Having thawed out by Tuesday morning—temperatures had fallen below zero by the end of the play and dropped to -8 over night—I spent the day mainly inside, revisiting Willy Loman, a character who could have used the good company I saw on stage last night. As I thought about ways of using Marxist critical theory to help my students understand Willy, I realized that I have always seen the failed Salesman as more than a proletariat victim of capitalist hegemony, that I continue to buy Arthur Miller’s claim that a low-man can attain tragic dignity, so long as we can see, however “wrong” his American dream, that he suffers for the woman and the sons he has hurt but intended—in living and in dying—to love.
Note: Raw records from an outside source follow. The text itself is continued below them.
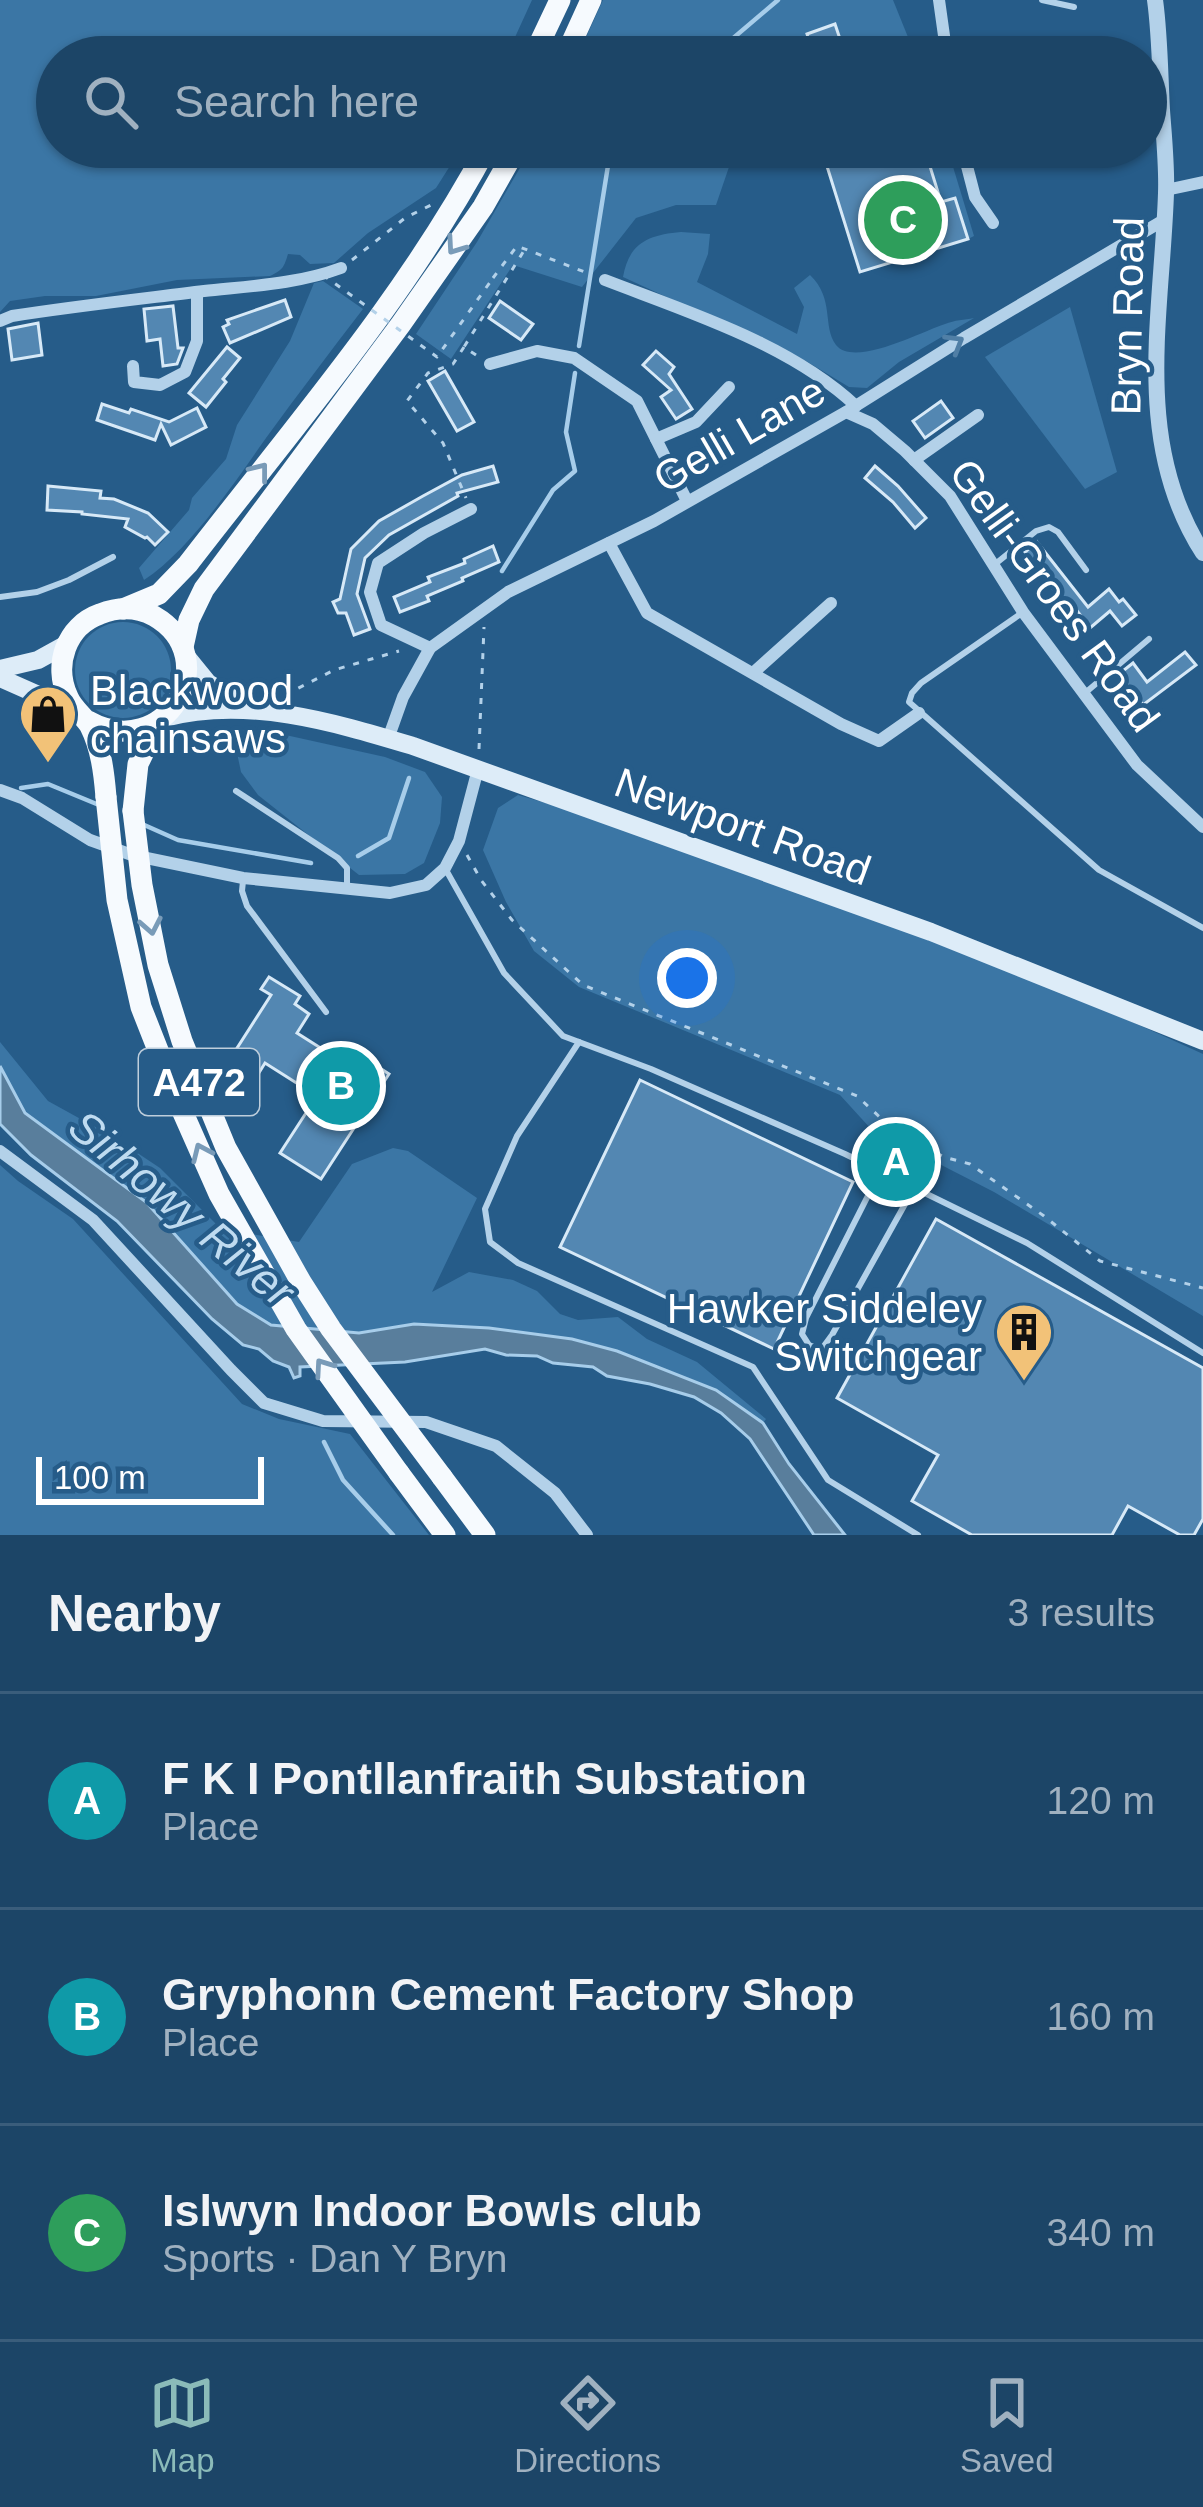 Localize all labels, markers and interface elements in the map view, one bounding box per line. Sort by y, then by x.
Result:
search box [36,36,1167,168]
icon: search [78,69,144,135]
text: Search here [174,76,419,127]
pin: C [864,175,942,265]
street label: Bryn Road [1102,216,1153,416]
one-way arrow [447,233,469,255]
one-way arrow [942,335,964,357]
street label: Gelli Lane [646,367,833,502]
street label: Gelli-Groes Road [940,450,1169,740]
one-way arrow [245,463,267,484]
place label: Blackwood chainsaws [90,667,293,762]
shop icon: Blackwood chainsaws [17,683,79,765]
street label: Newport Road [609,758,877,894]
one-way arrow [137,916,163,936]
your location [657,948,717,1008]
pin: B [302,1041,380,1131]
road number: A472 [139,1049,259,1115]
water label: Sirhowy River [59,1100,306,1318]
pin: A [857,1117,935,1207]
one-way arrow [191,1143,215,1164]
place label: Hawker Siddeley Switchgear [667,1285,982,1380]
building icon: Hawker Siddeley Switchgear [993,1301,1055,1383]
one-way arrow [315,1358,337,1380]
scale bar [36,1451,264,1504]
text: 100 m [54,1459,146,1496]
text: Nearby [48,1585,221,1642]
text: 3 results [1008,1591,1155,1634]
text: F K I Pontllanfraith Substation [162,1753,807,1804]
text: A [73,1779,101,1822]
text: 120 m [1047,1779,1155,1822]
text: Place [162,1805,260,1848]
text: Gryphonn Cement Factory Shop [162,1969,855,2020]
text: B [73,1995,101,2038]
text: 160 m [1047,1995,1155,2038]
text: Place [162,2021,260,2064]
text: Islwyn Indoor Bowls club [162,2185,702,2236]
text: C [73,2211,101,2254]
text: 340 m [1047,2211,1155,2254]
text: Sports · Dan Y Bryn [162,2237,507,2280]
tab: Map [149,2370,215,2480]
tab: Directions [514,2370,661,2480]
tab: Saved [960,2370,1054,2480]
Fakulteti i Filologjisë (Faculty [College] of Philology)

Fakulteti i Filologjisë (College of Philology)

Today, February 1, I met Professor Lindita Rugova at the Fakulteti i Filologjisë (Faculty [College] of Philology) at the University of Pristina. Lindita serves as vice dean and teaches in the Departamenti i Gjuhë dhe Letërsi Angleze (Department of English Language and Literature), where I will teach.

My Classroom, in Fakulteti i Filologjisë

My Classroom, in Fakulteti i Filologjisë

Kindly spending two hours with me, Lindita showed me my office and the classroom where I will teach; she also introduced me to Dean Osman Gashi, to the Head of English Language and Literature, Professor Shykrane Germizaj, and to several other colleagues whose names I have yet to master. Though I slipped and slid on ice en route to the university, I could not have asked for a warmer reception.

Then from 2:30-5:00, Dave McTier and I took a cab to the US Embassy, where we received security and medical briefings and learned about the vast array of cultural opportunities available throughout Pristina, including the National Theatre, described above. We also learned more about the “American Corner,” where Fulbrighters and other Americans meet with students, citizens, and tourists for formal presentations and informal discussions on all aspects of American culture. Naturally, I’ll blog about these Kosovaran and American events in the months to come. Expect to hear, too, about Jennifer Washeleski, Aferdita Krasniq, Paul Engelstad, Eileen Drummond, Chuck Harrison, and Svetlana Breca, the US Embassy officers who coordinate such events and who provide briefings and on-going support for visiting professors like Dave and me.